The 5000km range of Ghost Shark is impressive and could allow its independent use for coastal missions. but that is still a long way short of what is needed to reach critical choke points north of Australia, patrol, and return. So I still think deployment of a UAV from an SSN makes the most sense.
 

Volkodav

The Bunker Group
Verified Defense Pro
I have written many words off forum to Alexa. Perhaps he is yet to read. I was doing the maths. I will try and summarise very briefly.. a drone sub can be large, 1000t 2000t or 3000t. Because no crew is carried. Much space and weight is freed up. Because no crew is carried, the use of very slight risky lithium Ion batteries is permitted. Mass fraction of batteries in Collins class is under 12 percent. If crew, crew spaces. Galley, air conditioning etc are all removed the sub becomes much simpler. A plausible mass fraction for batteries might be 36 percent. Li ion batteries are 280 watt hour per kilo or 7 times that of lead acid. Thus with three times larger mass fraction and 7 times larger energy density things improve a lot... But still not quite enough., Thus a two part system is required, either a towed battery pack or a tug that tows the robo attack sub underwater I did the calcs a 3400t drone tug could tow a 2000t drone attack sub 4800 miles at 4 Knots to an area and then back again with reserve. Because the towing sub is unarmed mass fraction of batteries could be very high say 50 percent or 1700t... I can provide the maths off forum if you like, just message me... Aside is there a more appropriate forum for ideas like this, after a quick look could not find
What about battery cooling? Not only that, cooling for various systems from propulsion to combat systems.

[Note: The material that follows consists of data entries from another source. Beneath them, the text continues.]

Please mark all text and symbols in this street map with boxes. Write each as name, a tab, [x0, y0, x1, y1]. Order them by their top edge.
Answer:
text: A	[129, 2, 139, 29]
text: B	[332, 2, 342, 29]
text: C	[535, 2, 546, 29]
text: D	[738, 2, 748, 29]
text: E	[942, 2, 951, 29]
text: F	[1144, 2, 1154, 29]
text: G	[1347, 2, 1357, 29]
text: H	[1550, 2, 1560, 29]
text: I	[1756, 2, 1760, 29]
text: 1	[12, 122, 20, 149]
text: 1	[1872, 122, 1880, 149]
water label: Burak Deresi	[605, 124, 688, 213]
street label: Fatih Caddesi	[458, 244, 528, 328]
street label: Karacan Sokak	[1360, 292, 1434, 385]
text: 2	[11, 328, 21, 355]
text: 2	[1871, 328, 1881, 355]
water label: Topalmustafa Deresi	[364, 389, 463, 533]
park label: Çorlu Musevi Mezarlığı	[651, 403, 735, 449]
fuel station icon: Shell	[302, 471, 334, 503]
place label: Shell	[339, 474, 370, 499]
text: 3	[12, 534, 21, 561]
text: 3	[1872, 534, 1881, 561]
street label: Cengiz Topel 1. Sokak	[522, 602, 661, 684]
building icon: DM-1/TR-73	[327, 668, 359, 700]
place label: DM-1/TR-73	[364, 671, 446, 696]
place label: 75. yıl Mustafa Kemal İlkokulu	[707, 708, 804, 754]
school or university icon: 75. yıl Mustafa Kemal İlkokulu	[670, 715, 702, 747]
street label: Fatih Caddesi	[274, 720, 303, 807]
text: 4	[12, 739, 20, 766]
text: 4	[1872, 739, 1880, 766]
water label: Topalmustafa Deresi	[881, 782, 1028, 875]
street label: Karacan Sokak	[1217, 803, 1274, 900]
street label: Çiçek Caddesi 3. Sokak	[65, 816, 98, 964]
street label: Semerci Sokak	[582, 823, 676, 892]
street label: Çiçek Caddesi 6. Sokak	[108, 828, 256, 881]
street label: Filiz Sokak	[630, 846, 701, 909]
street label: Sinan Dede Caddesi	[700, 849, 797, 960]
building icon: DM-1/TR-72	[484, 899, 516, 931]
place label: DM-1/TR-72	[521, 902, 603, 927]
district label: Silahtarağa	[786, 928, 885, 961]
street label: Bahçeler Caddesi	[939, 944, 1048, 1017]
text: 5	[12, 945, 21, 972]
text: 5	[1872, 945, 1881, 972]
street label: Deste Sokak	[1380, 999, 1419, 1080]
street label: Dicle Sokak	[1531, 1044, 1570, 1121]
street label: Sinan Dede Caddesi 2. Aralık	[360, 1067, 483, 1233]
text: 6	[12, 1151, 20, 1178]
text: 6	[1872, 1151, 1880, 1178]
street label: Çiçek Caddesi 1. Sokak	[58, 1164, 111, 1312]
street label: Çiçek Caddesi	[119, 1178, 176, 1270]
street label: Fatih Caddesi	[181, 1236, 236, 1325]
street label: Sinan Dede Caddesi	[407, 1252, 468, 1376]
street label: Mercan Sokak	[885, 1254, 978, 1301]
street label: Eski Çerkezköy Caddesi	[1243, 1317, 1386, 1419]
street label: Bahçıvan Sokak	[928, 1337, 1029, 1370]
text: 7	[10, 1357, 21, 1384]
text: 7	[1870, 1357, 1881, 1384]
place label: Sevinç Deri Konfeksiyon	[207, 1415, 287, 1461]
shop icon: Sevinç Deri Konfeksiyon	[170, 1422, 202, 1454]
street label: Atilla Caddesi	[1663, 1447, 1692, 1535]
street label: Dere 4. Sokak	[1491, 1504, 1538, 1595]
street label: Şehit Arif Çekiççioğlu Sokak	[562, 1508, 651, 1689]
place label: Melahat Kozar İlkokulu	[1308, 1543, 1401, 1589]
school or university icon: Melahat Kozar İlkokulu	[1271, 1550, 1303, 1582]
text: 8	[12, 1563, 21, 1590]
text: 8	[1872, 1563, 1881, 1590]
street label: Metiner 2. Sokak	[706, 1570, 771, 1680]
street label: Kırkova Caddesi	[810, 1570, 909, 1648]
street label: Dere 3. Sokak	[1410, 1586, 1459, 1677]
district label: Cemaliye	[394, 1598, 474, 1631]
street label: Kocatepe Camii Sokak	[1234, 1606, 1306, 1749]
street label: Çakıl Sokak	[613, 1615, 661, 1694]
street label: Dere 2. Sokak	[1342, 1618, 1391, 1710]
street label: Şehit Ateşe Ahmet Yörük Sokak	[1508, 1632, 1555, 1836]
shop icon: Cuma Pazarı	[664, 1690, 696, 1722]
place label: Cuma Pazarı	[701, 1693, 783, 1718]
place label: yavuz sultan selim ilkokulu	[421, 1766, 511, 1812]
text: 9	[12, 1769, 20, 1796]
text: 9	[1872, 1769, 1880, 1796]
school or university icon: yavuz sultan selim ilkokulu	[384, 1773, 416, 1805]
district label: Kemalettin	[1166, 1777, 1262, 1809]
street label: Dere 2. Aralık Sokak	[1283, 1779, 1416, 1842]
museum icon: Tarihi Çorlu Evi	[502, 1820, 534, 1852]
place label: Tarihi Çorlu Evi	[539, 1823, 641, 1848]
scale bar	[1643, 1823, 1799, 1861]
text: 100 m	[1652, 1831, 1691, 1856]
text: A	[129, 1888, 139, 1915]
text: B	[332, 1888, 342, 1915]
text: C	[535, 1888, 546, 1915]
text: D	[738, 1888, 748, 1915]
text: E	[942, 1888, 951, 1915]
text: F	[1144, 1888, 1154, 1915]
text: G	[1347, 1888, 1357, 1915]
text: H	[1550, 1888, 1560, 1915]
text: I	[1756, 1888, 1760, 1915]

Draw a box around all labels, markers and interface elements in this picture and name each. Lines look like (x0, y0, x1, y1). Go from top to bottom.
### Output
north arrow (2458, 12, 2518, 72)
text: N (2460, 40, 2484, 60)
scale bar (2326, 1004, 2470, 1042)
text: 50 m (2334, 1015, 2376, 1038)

The various layers of cooling in current submarines is maintenance intensive (as is propulsion). A big reason the subs have crews is to ensure the systems that get the combat system to where it it needed work.
 

ddxx

Well-Known Member
Thanks for highlighting the Ghost Shark. To me its dimensions lend itself perfectly to being operated as a capability that can be deployed from a dry deck shelter (DDS) on a future RAN SSN
The media release on this made for some confusing articles.
The UUV pictured and described in the article is the small testing platform called 'Dive-LD".

The actual Ghost Shark will be an XLUUV described as being about the size of a bus.

I'd imagine an OSV might be a suitable platform, by utilising the large deck space and native crane.
 

Reptilia

Member
Seaspear

Thanks for highlighting the Ghost Shark. To me its dimensions lend itself perfectly to being operated as a capability that can be deployed from a dry deck shelter (DDS) on a future RAN SSN. The SSN will have ample spare power to charge, launch and potentially recover and recharge a UAV.

In effect our SSNs could act as “motherships” to these UAVs. This would allow them to perform dangerous tasks such as Active Sonar searches in ASW, with the crewed SSN one step removed and out of harms way.

I note the DDS already fitted on US SSNs is 12 metres long x 2.7 m diameter. This makes it a very close match to the Ghost Shark, which is 12 m long and 1.7m diameter. The UK Chalfont DDS on Astutes looks similar.

The 5000km range of Ghost Shark is impressive and could allow its independent use for coastal missions. but that is still a long way short of what is needed to reach critical choke points north of Australia, patrol, and return. So I still think deployment of a UAV from an SSN makes the most sense.

forward deployed undersea docking stations are already on the cards for uuvs.

11.35 to 14.49
 

Morgo

Well-Known Member
Interesting story about resistance from the US to Austal being involved in any AUKUS sub build. Whatever they did must be pretty bad…. looks like the accusation is that they were selling designs and technology for the Independence LCS to the Chinese:

AUKUS jitters: Congressman wants Austal blocked from submarine deal

Presumably any contribution by Austal to an AUKUS submarine would have been pretty minor anyway. I wouldn’t have thought they’d have a reason to be involved at all.